Top of Information

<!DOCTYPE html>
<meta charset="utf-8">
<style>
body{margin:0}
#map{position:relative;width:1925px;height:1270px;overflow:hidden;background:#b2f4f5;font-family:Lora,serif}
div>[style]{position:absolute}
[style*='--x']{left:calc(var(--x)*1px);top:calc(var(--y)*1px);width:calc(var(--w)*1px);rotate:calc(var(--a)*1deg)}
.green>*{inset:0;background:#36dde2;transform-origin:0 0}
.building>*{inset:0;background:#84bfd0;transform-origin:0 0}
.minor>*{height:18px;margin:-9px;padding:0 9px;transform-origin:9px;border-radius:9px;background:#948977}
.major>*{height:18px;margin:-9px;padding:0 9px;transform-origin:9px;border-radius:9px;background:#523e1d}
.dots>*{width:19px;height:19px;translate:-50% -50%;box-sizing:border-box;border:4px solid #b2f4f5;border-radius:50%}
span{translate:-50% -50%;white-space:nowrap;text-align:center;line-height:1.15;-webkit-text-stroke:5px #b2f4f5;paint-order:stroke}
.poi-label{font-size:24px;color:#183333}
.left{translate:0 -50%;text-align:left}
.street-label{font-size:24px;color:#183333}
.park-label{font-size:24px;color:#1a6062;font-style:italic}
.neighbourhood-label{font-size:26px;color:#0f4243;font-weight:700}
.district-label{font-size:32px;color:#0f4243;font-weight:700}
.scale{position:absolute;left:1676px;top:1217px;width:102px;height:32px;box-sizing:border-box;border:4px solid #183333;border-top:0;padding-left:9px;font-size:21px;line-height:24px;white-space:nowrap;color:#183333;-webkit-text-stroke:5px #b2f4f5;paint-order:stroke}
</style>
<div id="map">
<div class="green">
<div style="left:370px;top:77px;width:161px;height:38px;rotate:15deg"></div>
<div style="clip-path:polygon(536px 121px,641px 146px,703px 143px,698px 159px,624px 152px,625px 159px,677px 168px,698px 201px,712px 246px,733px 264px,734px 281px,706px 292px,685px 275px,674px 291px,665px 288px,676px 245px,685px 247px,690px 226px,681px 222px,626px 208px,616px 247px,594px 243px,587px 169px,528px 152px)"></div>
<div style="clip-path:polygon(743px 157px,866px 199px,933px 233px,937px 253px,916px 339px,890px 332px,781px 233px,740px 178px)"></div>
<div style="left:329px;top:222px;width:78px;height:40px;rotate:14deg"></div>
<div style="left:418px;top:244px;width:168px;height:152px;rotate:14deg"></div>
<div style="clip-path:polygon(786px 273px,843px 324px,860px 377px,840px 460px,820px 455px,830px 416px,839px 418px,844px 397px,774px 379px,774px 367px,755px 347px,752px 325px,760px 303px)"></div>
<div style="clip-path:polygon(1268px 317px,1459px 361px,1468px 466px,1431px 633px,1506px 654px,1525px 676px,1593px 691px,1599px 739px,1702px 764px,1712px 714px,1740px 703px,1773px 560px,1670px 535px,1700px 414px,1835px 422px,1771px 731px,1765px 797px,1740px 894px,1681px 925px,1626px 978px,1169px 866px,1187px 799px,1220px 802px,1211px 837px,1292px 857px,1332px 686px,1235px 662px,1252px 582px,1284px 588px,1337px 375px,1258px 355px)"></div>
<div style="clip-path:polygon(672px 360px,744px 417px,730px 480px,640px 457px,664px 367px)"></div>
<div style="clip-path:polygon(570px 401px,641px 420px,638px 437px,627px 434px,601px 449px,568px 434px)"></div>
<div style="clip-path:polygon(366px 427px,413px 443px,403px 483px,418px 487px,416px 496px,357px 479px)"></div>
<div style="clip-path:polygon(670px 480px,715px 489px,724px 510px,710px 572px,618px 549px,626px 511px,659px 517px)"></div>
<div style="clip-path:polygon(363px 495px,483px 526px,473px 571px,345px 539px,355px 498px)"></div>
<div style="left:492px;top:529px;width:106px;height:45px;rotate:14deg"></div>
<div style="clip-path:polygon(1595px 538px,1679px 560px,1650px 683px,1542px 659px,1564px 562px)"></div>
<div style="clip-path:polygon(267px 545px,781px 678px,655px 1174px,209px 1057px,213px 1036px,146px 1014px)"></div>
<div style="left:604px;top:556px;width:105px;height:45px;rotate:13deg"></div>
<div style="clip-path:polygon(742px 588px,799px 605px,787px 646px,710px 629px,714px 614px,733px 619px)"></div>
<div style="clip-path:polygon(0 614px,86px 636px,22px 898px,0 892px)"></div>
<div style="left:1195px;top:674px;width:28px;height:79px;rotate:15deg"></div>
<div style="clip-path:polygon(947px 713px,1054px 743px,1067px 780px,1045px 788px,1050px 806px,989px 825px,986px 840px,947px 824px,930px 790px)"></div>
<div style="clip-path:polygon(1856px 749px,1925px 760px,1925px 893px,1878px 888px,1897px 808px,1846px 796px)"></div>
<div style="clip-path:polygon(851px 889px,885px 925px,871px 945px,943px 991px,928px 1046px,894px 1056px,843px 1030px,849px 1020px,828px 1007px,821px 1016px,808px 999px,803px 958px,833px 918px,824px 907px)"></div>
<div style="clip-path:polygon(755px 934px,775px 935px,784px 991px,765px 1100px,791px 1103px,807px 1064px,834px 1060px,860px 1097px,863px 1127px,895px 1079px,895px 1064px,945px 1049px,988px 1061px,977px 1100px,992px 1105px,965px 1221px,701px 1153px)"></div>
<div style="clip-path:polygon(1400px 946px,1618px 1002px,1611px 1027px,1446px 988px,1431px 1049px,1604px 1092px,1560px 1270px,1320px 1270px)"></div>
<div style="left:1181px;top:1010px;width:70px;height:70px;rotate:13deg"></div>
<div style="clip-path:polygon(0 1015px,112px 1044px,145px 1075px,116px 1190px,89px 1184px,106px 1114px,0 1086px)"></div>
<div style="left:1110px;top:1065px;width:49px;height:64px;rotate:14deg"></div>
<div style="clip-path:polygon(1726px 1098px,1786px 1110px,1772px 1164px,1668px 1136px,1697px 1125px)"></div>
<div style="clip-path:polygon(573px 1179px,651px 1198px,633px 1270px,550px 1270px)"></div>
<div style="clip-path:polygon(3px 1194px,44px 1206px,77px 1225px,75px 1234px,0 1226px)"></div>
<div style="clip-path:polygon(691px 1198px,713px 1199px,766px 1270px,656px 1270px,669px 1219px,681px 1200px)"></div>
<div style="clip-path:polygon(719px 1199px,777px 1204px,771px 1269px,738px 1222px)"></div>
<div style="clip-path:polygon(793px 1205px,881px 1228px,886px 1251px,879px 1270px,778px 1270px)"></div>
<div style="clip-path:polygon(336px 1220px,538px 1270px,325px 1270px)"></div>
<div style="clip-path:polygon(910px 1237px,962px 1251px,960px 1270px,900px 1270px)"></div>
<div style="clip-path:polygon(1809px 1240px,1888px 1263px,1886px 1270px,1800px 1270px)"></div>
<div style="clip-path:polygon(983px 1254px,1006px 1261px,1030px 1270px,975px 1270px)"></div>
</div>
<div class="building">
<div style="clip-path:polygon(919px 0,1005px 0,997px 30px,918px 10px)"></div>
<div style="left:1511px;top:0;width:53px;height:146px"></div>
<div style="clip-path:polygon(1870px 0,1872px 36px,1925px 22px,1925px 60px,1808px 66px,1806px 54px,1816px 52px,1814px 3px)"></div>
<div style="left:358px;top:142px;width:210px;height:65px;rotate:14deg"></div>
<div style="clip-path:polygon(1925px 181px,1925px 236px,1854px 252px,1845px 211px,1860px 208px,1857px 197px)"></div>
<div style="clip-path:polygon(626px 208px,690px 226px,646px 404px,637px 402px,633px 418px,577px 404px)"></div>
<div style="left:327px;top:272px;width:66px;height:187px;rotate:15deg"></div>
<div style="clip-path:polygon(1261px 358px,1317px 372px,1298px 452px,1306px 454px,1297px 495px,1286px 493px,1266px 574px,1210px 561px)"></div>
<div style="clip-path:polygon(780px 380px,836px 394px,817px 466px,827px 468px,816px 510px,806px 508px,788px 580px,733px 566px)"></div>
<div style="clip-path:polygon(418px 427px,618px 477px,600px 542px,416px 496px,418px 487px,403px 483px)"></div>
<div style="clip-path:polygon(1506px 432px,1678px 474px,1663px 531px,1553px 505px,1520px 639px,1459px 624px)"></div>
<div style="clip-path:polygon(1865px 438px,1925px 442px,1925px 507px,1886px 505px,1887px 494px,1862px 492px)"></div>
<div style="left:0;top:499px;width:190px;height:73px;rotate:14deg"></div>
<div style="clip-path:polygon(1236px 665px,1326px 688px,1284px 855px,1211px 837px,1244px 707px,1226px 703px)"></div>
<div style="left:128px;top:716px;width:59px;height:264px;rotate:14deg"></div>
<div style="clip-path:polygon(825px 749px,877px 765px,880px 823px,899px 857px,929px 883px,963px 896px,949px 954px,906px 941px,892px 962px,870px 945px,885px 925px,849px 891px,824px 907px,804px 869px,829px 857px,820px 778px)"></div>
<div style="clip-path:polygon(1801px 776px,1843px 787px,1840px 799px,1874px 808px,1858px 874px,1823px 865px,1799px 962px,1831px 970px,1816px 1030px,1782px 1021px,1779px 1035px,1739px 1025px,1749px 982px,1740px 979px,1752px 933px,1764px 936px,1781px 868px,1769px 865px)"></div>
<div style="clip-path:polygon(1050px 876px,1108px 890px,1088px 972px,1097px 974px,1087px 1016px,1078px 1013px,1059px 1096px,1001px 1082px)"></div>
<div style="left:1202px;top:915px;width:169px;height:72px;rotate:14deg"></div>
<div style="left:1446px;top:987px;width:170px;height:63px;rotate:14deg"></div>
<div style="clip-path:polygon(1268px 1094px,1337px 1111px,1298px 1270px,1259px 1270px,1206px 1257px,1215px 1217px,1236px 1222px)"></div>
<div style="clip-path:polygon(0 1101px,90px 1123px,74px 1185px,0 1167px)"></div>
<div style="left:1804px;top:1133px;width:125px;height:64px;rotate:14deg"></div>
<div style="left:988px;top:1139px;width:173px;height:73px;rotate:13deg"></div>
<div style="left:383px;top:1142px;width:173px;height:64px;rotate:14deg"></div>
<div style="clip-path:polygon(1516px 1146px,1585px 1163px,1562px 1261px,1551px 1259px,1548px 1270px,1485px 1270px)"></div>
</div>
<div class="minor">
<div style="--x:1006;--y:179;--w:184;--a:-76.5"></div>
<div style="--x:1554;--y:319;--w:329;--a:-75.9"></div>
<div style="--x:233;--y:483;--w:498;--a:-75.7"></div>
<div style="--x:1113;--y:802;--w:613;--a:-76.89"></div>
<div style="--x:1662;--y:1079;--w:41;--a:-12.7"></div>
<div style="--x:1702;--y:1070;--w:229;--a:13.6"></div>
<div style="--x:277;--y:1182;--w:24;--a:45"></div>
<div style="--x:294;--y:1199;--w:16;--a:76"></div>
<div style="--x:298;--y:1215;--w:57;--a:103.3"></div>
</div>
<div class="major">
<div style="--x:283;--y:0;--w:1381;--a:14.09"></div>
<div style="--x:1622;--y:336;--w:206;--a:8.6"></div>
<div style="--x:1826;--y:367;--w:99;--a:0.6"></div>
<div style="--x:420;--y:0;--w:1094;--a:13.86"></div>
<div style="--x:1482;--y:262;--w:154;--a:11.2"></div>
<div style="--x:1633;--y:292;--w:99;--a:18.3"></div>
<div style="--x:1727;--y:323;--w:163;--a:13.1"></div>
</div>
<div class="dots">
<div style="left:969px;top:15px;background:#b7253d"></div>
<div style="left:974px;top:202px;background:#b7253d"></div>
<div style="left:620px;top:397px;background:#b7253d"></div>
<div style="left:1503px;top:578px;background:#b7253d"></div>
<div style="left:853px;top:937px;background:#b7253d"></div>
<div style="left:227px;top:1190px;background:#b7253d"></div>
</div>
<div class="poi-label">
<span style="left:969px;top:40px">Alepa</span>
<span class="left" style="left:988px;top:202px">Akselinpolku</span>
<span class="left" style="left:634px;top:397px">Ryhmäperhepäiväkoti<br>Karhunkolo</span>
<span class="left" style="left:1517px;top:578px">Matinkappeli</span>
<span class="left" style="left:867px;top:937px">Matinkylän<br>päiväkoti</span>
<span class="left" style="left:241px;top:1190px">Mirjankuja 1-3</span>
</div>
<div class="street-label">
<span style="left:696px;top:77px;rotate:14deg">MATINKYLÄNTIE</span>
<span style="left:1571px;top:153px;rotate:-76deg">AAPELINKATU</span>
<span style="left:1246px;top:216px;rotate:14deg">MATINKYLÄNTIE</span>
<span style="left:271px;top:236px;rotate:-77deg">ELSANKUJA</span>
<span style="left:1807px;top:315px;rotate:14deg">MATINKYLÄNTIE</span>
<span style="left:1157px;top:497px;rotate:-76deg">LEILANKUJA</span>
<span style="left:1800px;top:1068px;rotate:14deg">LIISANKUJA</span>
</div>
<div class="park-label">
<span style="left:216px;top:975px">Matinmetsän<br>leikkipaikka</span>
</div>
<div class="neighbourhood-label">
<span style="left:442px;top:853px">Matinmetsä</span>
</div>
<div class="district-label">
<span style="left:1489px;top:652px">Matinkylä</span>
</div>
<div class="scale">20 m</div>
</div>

Bottom of Information

> [Task item]
If a line in the data above holds the string "green", copy it.

> [Task solution]
.green>*{inset:0;background:#36dde2;transform-origin:0 0}
<div class="green">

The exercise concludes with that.